Section 3. Voting Securities owned by the Corporation.
Powers of attorney, proxies, waivers of notice of meeting,
consents and other instruments relating to securities owned by the
Corporation may be executed in the name of and on behalf of the
Corporation by the Chief Executive Officer or any Vice President,
and any such officer may, in the name of and on behalf of the
Corporation, take all such action as any such officer may deem
advisable to vote in person or by proxy at any meeting of security
holders of any corporation in which the Corporation may own
securities and at any such meeting shall possess and may exercise
any and all rights and powers incident to the ownership of such
securities and which, as the owner thereof, the Corporation might
have exercised and possessed if present. The Board of Directors
may, by resolution, from time to time confer like powers upon any
other person or persons.
Section 4. Chairman of the Board. The Chairman of the
Board, if there be one, shall preside at all meetings of the
shareholders and of the Board of Directors. Except where by law
the signature of the Chief Executive Officer is required, the
Chairman of the Board of Directors shall possess the same power as
the Chief Executive Officer to sign all contracts, certificates
and other instruments of the Corporation that may be authorized by
the Board of Directors. During the absence or disability of the
Chief Executive Officer, the Chairman of the Board shall exercise
all the powers and discharge all the duties of the Chief Executive
Officer. The Chairman of the Board of Directors shall also
perform such other duties and may exercise such other powers as
from time to time may be assigned to him by these Bylaws or by the
Board of Directors.
Section 5. Chief Executive Officer. The Chief Executive
Officer shall, subject to the control of the Board of Directors
and, if there be one, the Chairman of the Board, have general
supervision of the business of the Corporation and shall see that
all orders and resolutions of the Board of Directors are carried
into effect. He shall execute all bonds, mortgages, contracts and
other instruments of the Corporation requiring a seal, under the
seal of the Corporation, except where required or permitted by law
to be otherwise signed and executed and except that the other
officers of the Corporation may sign and execute documents when so
authorized by these Bylaws, the Board of Directors or the Chairman
of the Board. In the absence or disability of the Chairman of the
Board, or if there be none, the Chief Executive Officer shall
preside at all meetings of the shareholders and the Board of
Directors. The Chief Executive Officer shall also perform such
other duties and may exercise such other powers as from time to
time may be assigned to him by these Bylaws or by the Board of
Directors.
Section 6. Vice Presidents. At the request of the
Chief Executive Officer or in his absence or in the event of his
inability or refusal to act (and if there be no Chairman of the
Board), the Vice President or the Vice Presidents (if there is
more than one in the order designated by the Board of Directors),
shall perform the duties of the Chief Executive Officer, and when
so acting, shall have all the powers of and be subject to all the
restrictions upon the Chief Executive Officer. Each Vice
President shall perform such other duties and have such other
powers as the Board of Directors from time to time may prescribe.

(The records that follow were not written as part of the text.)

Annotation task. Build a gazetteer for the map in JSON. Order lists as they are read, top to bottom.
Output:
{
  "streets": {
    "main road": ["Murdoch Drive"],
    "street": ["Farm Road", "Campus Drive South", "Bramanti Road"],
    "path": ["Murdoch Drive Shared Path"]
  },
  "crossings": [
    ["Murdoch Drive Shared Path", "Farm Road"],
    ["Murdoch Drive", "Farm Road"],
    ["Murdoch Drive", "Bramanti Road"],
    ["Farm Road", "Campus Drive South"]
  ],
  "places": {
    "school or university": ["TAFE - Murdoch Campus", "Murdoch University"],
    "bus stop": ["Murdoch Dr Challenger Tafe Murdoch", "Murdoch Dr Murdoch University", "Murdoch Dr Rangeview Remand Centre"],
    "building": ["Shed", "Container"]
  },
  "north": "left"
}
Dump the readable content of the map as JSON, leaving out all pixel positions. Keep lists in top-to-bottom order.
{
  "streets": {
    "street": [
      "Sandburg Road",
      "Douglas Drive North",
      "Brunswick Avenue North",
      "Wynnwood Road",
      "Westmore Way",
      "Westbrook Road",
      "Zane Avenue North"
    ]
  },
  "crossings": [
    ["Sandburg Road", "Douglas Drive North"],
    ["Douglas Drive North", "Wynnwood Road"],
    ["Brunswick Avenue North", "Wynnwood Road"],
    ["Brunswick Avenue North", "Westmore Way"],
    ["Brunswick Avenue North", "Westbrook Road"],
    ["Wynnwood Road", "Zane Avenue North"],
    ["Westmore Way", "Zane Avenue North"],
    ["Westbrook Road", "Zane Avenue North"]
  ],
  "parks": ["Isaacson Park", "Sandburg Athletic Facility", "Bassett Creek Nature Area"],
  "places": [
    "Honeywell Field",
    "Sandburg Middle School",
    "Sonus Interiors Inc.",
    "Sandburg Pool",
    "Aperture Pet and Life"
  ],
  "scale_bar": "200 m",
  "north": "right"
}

If there be no Chairman of the Board and no Vice President, the
Board of Directors shall designate the officer of the Corporation
who, in the absence of the Chief Executive Officer or in the event
of the inability or refusal of the Chief Executive Officer to act,
shall perform the duties of the Chief Executive Officer, and when
so acting, shall have all the powers of and be subject to all the
restrictions upon the Chief Executive Officer.
Section 7. Secretary. The Secretary shall attend all
meetings of the Board of Directors and all meetings of
shareholders and record all the proceedings thereat in a book or
books to be kept for that purpose; the Secretary shall also
perform like duties for the standing committees when required.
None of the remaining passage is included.